Give the number of lines below that contain the word "linecap", and nothing else.

----- WORKING DATA -----

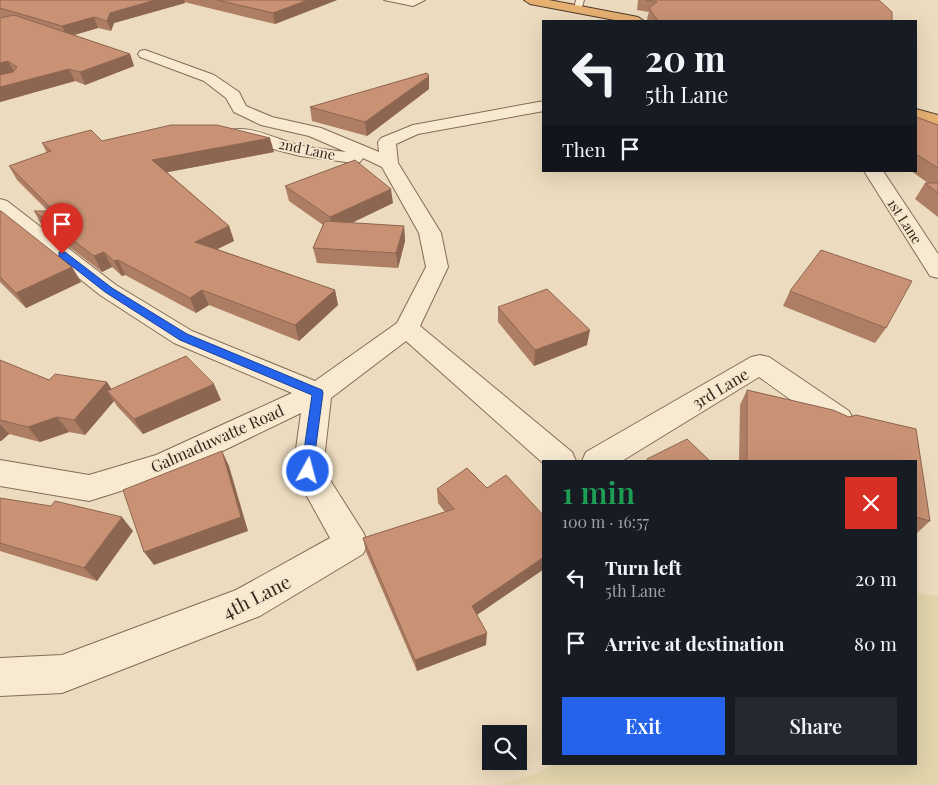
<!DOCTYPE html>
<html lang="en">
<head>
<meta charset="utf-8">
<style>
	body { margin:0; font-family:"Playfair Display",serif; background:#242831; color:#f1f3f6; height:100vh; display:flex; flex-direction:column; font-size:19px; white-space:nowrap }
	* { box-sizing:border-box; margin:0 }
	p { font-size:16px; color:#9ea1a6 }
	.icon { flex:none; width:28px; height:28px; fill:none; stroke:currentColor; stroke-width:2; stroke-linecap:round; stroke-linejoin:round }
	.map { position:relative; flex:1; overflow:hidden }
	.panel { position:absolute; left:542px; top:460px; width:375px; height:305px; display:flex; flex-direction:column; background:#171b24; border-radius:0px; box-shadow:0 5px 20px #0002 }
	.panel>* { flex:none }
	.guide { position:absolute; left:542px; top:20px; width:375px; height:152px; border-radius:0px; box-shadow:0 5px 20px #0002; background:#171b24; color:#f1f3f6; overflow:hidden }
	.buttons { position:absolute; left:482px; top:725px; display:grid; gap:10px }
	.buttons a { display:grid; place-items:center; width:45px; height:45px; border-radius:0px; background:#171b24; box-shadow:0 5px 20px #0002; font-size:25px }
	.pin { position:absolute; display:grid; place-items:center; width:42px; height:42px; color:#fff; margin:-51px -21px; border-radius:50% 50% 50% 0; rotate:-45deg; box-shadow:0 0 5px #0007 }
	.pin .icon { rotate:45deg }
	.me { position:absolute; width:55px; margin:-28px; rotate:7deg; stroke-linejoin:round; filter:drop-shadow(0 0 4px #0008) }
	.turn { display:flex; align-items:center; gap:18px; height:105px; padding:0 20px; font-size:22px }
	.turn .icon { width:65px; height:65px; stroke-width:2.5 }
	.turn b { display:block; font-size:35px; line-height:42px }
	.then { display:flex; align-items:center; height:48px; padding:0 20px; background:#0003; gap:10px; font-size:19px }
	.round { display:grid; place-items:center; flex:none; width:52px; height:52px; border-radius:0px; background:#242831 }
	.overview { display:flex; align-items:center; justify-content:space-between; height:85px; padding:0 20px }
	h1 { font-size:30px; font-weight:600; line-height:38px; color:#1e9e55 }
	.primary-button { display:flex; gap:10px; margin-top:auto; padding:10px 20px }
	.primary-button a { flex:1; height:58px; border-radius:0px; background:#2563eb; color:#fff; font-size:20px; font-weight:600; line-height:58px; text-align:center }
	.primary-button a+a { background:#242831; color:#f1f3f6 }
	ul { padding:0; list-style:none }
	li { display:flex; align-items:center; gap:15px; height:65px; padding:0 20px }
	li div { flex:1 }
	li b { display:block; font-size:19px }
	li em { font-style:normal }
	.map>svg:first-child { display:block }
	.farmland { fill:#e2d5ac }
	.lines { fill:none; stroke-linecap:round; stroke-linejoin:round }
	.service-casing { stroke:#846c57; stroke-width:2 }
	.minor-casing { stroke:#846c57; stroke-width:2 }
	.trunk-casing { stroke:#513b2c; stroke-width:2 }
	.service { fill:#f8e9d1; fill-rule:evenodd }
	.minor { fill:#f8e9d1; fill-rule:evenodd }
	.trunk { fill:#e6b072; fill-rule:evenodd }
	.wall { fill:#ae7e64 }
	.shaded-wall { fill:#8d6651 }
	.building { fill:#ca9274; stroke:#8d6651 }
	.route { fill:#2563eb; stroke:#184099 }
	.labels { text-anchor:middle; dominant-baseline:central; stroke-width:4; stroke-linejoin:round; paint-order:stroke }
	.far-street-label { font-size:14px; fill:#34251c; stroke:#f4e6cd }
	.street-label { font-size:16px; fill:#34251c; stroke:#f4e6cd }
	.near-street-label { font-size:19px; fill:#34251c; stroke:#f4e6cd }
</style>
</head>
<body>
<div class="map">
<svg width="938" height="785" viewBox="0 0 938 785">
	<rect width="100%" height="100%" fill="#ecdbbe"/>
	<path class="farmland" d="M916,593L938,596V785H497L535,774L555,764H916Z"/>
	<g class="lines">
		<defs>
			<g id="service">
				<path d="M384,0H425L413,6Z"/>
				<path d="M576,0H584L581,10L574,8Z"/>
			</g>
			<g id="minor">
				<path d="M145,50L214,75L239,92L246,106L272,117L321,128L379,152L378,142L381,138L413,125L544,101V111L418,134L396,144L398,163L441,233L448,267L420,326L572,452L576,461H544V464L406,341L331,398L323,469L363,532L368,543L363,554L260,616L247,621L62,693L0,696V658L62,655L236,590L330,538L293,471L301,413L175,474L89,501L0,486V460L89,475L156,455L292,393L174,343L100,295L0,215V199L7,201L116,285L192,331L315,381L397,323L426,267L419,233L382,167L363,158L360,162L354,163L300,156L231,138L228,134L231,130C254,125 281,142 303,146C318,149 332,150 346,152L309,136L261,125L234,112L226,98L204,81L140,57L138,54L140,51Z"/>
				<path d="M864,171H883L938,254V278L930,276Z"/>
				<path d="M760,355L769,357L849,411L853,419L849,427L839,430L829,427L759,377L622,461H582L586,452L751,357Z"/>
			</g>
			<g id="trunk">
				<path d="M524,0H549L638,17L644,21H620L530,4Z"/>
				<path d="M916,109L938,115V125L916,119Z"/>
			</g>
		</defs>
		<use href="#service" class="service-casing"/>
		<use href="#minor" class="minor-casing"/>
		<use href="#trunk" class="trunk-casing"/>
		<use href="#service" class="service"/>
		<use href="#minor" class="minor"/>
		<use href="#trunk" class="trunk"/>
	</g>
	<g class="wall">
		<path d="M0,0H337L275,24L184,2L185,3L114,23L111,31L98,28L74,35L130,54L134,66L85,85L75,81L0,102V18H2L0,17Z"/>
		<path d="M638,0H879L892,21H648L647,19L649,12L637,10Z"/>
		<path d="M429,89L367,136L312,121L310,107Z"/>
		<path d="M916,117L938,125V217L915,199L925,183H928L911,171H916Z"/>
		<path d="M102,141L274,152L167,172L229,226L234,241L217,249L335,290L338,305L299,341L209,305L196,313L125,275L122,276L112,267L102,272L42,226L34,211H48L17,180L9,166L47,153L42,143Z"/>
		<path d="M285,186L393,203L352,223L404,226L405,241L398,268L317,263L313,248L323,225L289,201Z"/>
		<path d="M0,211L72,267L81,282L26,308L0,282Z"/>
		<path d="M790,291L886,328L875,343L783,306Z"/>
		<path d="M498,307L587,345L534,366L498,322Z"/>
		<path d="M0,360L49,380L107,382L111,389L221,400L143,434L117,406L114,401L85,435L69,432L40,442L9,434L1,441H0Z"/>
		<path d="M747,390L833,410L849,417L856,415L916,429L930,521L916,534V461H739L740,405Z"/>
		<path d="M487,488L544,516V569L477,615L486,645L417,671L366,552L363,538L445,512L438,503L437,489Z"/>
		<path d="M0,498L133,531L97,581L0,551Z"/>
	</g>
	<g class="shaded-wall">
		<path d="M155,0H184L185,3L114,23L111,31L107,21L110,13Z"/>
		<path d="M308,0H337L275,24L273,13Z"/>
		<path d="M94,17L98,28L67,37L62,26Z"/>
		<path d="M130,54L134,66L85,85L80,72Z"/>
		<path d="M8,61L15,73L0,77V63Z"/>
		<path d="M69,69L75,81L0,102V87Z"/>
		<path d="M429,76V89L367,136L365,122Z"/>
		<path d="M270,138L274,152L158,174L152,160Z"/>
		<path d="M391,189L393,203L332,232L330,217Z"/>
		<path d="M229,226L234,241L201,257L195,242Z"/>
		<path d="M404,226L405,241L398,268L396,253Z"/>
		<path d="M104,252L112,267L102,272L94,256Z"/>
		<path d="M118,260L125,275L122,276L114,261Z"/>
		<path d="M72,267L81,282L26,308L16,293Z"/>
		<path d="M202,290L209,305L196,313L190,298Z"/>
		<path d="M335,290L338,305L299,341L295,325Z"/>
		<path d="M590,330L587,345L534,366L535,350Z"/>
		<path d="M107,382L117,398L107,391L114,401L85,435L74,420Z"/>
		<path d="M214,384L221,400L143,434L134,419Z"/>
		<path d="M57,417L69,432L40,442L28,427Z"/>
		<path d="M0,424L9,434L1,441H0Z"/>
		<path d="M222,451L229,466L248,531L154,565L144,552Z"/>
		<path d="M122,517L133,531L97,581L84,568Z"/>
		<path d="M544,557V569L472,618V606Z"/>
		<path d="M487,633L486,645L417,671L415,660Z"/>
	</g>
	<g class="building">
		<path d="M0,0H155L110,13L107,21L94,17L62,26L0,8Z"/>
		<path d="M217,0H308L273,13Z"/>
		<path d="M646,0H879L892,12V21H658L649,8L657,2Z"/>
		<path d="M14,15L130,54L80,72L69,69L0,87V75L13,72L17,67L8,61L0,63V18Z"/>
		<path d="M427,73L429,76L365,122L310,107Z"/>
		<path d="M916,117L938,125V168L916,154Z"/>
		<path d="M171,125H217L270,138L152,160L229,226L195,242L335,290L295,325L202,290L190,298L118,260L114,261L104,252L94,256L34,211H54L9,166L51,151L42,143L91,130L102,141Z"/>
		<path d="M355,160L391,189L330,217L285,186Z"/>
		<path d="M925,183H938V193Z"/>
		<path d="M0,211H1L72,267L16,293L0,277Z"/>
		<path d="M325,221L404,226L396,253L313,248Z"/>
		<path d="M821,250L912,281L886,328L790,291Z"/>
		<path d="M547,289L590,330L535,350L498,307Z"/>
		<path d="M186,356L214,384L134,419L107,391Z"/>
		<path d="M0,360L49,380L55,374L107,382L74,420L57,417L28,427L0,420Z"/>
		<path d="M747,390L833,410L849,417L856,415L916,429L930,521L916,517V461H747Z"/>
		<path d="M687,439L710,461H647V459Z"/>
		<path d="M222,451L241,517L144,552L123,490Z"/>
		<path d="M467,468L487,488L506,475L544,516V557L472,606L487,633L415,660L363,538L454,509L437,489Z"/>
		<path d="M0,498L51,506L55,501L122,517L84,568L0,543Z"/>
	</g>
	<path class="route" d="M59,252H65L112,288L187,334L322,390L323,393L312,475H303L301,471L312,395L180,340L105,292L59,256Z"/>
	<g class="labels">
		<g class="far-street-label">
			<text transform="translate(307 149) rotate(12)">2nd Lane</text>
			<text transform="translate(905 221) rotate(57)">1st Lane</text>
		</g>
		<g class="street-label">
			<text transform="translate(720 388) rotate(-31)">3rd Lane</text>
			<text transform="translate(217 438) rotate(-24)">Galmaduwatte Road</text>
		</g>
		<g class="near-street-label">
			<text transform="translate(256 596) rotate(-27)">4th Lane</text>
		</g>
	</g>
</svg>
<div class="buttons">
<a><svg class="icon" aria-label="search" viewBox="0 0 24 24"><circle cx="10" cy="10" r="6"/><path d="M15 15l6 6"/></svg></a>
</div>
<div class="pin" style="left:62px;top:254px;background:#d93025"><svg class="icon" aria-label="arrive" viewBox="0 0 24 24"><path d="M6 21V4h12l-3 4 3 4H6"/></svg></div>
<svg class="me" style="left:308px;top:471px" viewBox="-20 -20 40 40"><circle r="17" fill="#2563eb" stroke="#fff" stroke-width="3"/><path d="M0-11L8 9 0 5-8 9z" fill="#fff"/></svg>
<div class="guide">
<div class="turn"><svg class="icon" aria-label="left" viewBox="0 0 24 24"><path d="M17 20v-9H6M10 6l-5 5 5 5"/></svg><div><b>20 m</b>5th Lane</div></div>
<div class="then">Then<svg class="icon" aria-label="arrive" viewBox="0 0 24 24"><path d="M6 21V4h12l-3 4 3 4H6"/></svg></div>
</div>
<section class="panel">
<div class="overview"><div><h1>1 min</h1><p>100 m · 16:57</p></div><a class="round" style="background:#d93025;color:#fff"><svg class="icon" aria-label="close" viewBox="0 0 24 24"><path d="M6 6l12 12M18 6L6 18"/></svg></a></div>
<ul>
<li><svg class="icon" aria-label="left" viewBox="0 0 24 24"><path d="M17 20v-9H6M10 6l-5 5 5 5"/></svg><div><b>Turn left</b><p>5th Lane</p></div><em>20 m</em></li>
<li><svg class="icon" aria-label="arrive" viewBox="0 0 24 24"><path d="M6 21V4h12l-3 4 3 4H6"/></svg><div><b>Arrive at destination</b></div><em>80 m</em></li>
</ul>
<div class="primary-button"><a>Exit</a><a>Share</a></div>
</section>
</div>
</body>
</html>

-----

**YOUR RESPONSE:** 2